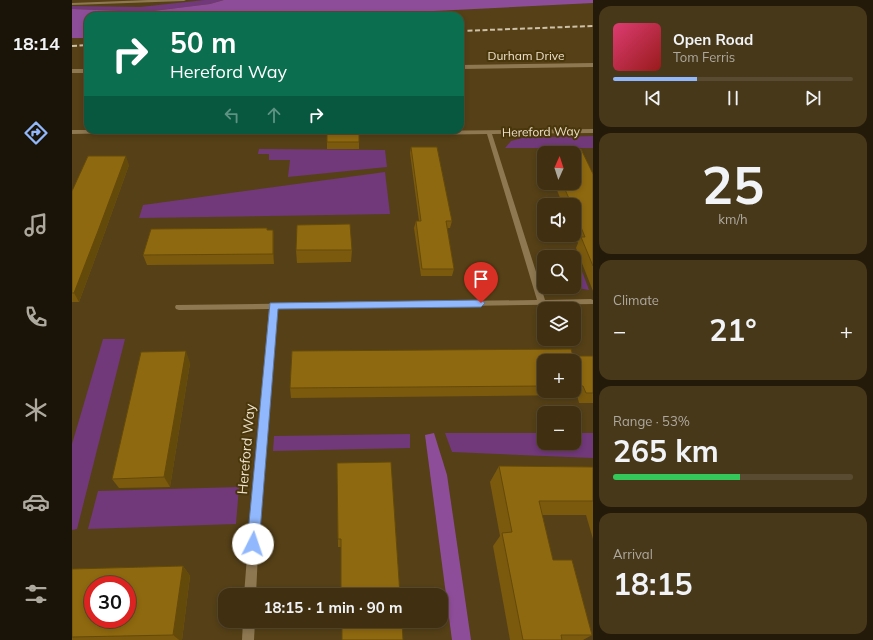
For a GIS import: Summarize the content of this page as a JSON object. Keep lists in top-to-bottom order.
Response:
{
  "streets": {
    "street": ["Durham Drive", "Hereford Way"]
  },
  "north": "top",
  "page": {
    "tabs": "18:14",
    "turn": ["50 m", "Hereford Way"],
    "song": ["Open Road", "Tom Ferris"],
    "tile": [
      ["25", "km/h"],
      "Climate",
      ["Range · 53%", "265 km"],
      ["Arrival", "18:15"]
    ],
    "map_buttons": ["+", "−"],
    "heat": ["−", "21°", "+"],
    "limit": "30",
    "trip": "18:15 · 1 min · 90 m"
  }
}
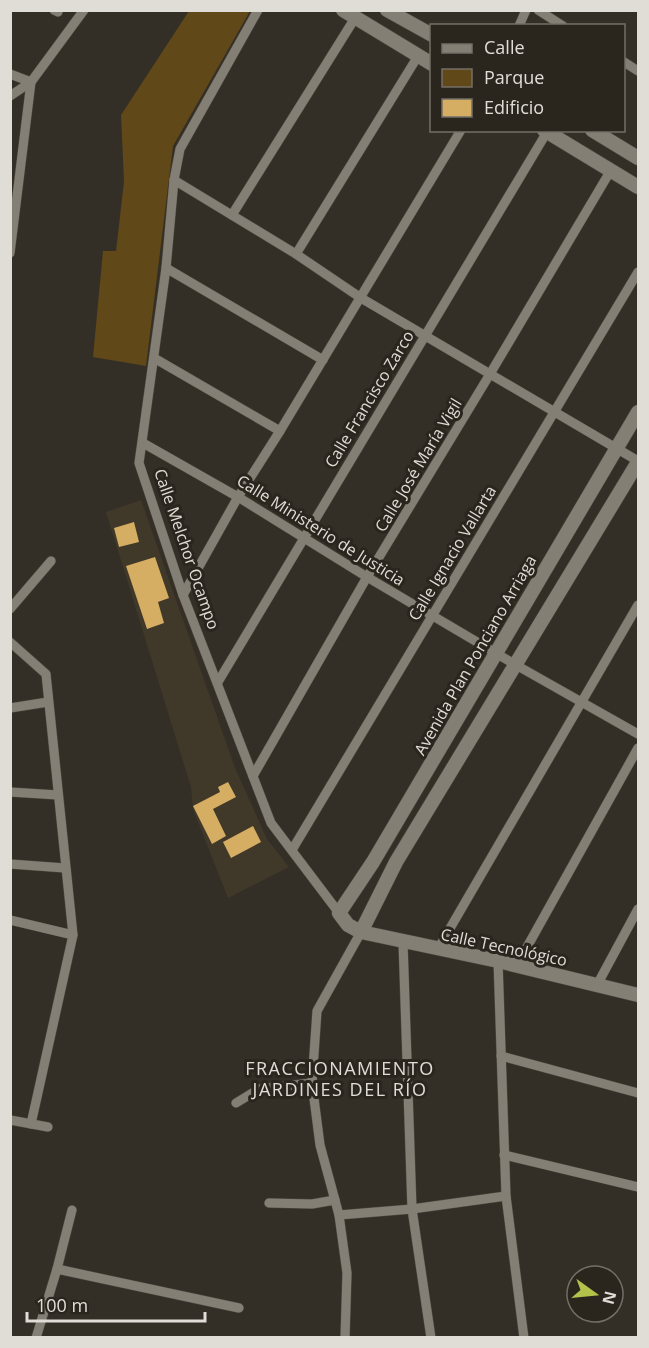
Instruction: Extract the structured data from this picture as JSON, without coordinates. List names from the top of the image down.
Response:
{
  "streets": {
    "street": [
      "Calle Francisco Zarco",
      "Calle José María Vigil",
      "Calle Ministerio de Justicia",
      "Calle Melchor Ocampo",
      "Calle Ignacio Vallarta",
      "Avenida Plan Ponciano Arriaga",
      "Calle Tecnológico"
    ]
  },
  "crossings": [
    ["Calle Francisco Zarco", "Calle Ministerio de Justicia"],
    ["Calle Francisco Zarco", "Calle Melchor Ocampo"],
    ["Calle José María Vigil", "Calle Ministerio de Justicia"],
    ["Calle José María Vigil", "Calle Melchor Ocampo"],
    ["Calle Ministerio de Justicia", "Calle Melchor Ocampo"],
    ["Calle Ministerio de Justicia", "Calle Ignacio Vallarta"],
    ["Calle Ministerio de Justicia", "Avenida Plan Ponciano Arriaga"],
    ["Calle Melchor Ocampo", "Calle Ignacio Vallarta"],
    ["Calle Melchor Ocampo", "Avenida Plan Ponciano Arriaga"],
    ["Calle Melchor Ocampo", "Calle Tecnológico"]
  ],
  "districts": ["FRACCIONAMIENTO JARDINES DEL RÍO"],
  "legend": ["Calle", "Parque", "Edificio"],
  "scale_bar": "100 m",
  "north": "right"
}
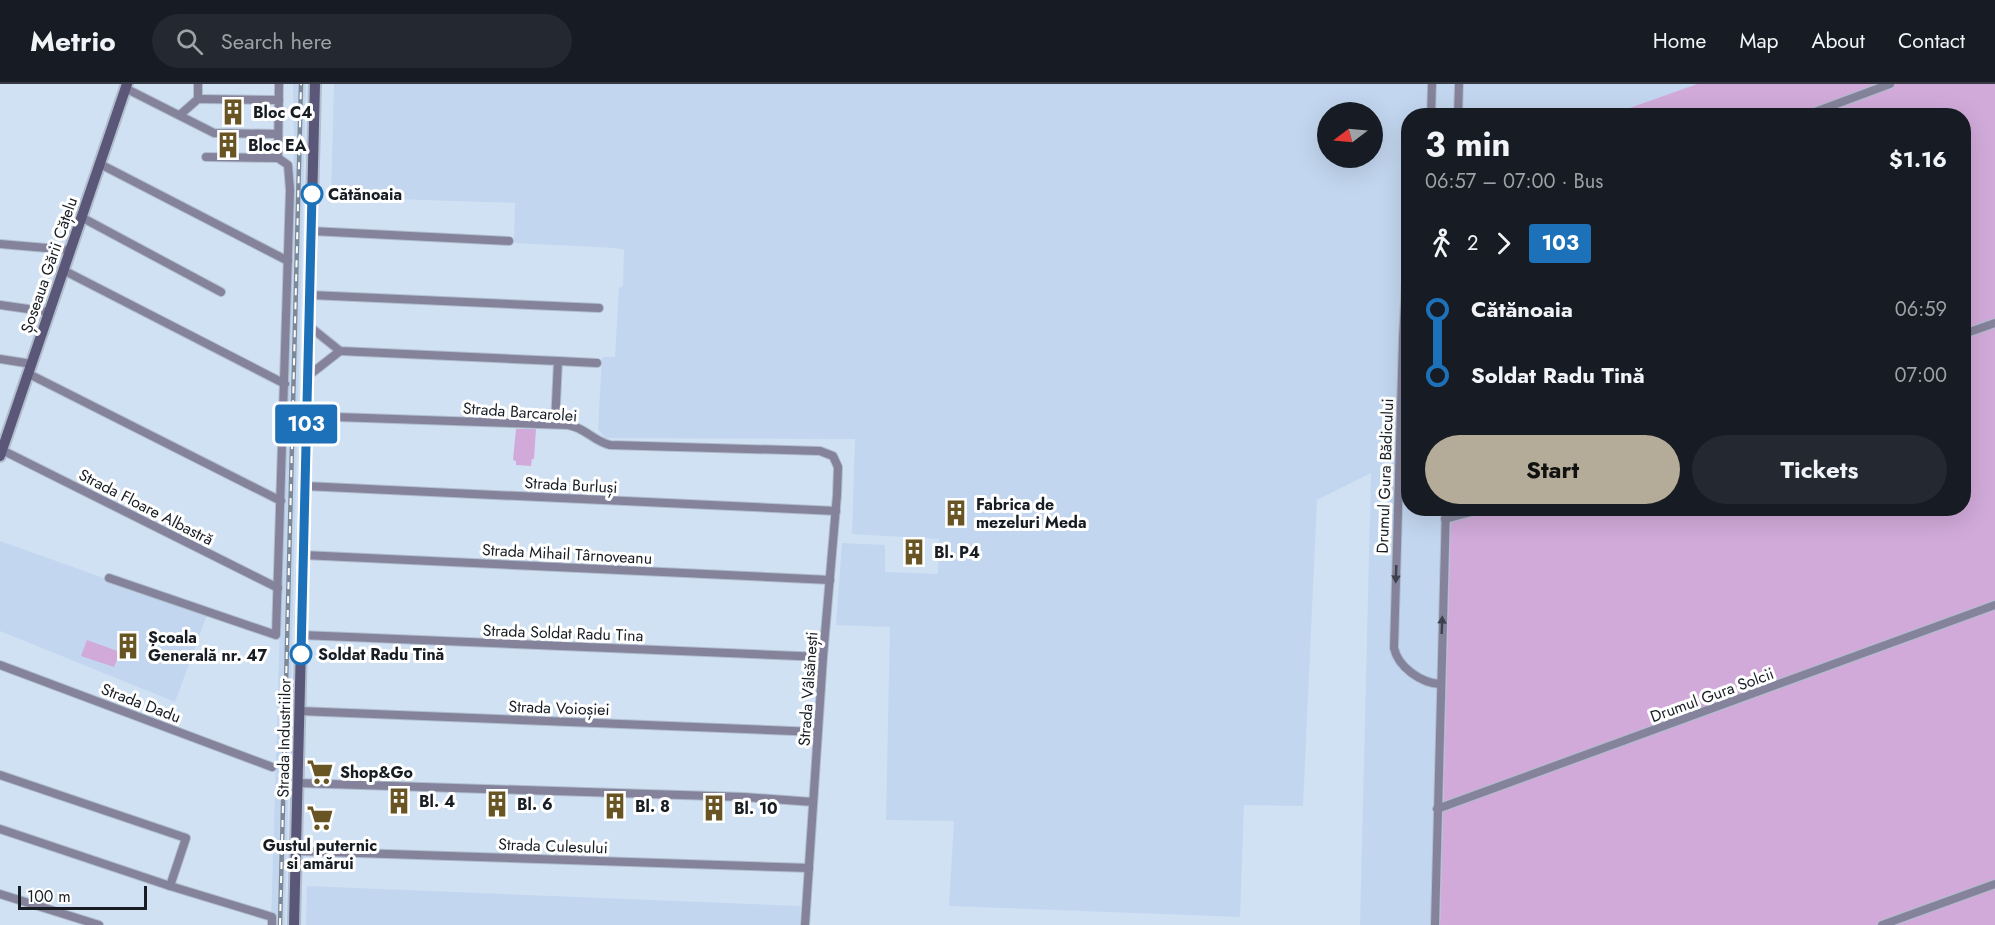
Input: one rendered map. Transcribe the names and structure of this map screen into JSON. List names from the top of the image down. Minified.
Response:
{"streets":{"main road":["Șoseaua Gării Cățelu","Strada Industriilor"],"street":["Strada Barcarolei","Drumul Gura Bădicului","Strada Burluși","Strada Floare Albastră","Strada Mihail Târnoveanu","Strada Soldat Radu Tina","Strada Vâlsănești","Drumul Gura Solcii","Strada Dadu","Strada Voioșiei","Strada Culesului"]},"crossings":[["Șoseaua Gării Cățelu","Strada Floare Albastră"],["Strada Barcarolei","Strada Vâlsănești"],["Strada Barcarolei","Strada Industriilor"],["Strada Burluși","Strada Vâlsănești"],["Strada Burluși","Strada Industriilor"],["Strada Mihail Târnoveanu","Strada Vâlsănești"],["Strada Mihail Târnoveanu","Strada Industriilor"],["Strada Soldat Radu Tina","Strada Vâlsănești"],["Strada Soldat Radu Tina","Strada Industriilor"],["Strada Vâlsănești","Strada Voioșiei"],["Strada Vâlsănești","Strada Culesului"],["Strada Voioșiei","Strada Industriilor"],["Strada Industriilor","Strada Culesului"]],"places":{"building":["Bloc C4","Bloc EA","Fabrica de mezeluri Meda","Bl. P4","Școala Generală nr. 47","Bl. 4","Bl. 6","Bl. 8","Bl. 10"],"other":["Cătănoaia","Soldat Radu Tină"],"supermarket":["Shop&Go","Gustul puternic si amărui"]},"lines":["bus line 103"],"scale_bar":"100 m","north":"left","page":{"header":"Metrio","search":"Search here","nav":["Home","Map","About","Contact"],"on_map":"103","heading":["3 min","06:57 – 07:00 · Bus","$1.16"],"legs":["2","103"],"list":[{"name":"Cătănoaia","value":"06:59"},{"name":"Soldat Radu Tină","value":"07:00"}],"buttons":["Start","Tickets"],"scale":"100 m"}}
__________________________________________________
ACTIVITY: Find "image" in the data above. Report each line where it appears.

ANSWER SECTION:
Instruction: Extract the structured data from this picture as JSON, without coordinates. List names from the top of the image down.
Input: one rendered map. Transcribe the names and structure of this map screen into JSON. List names from the top of the image down. Minified.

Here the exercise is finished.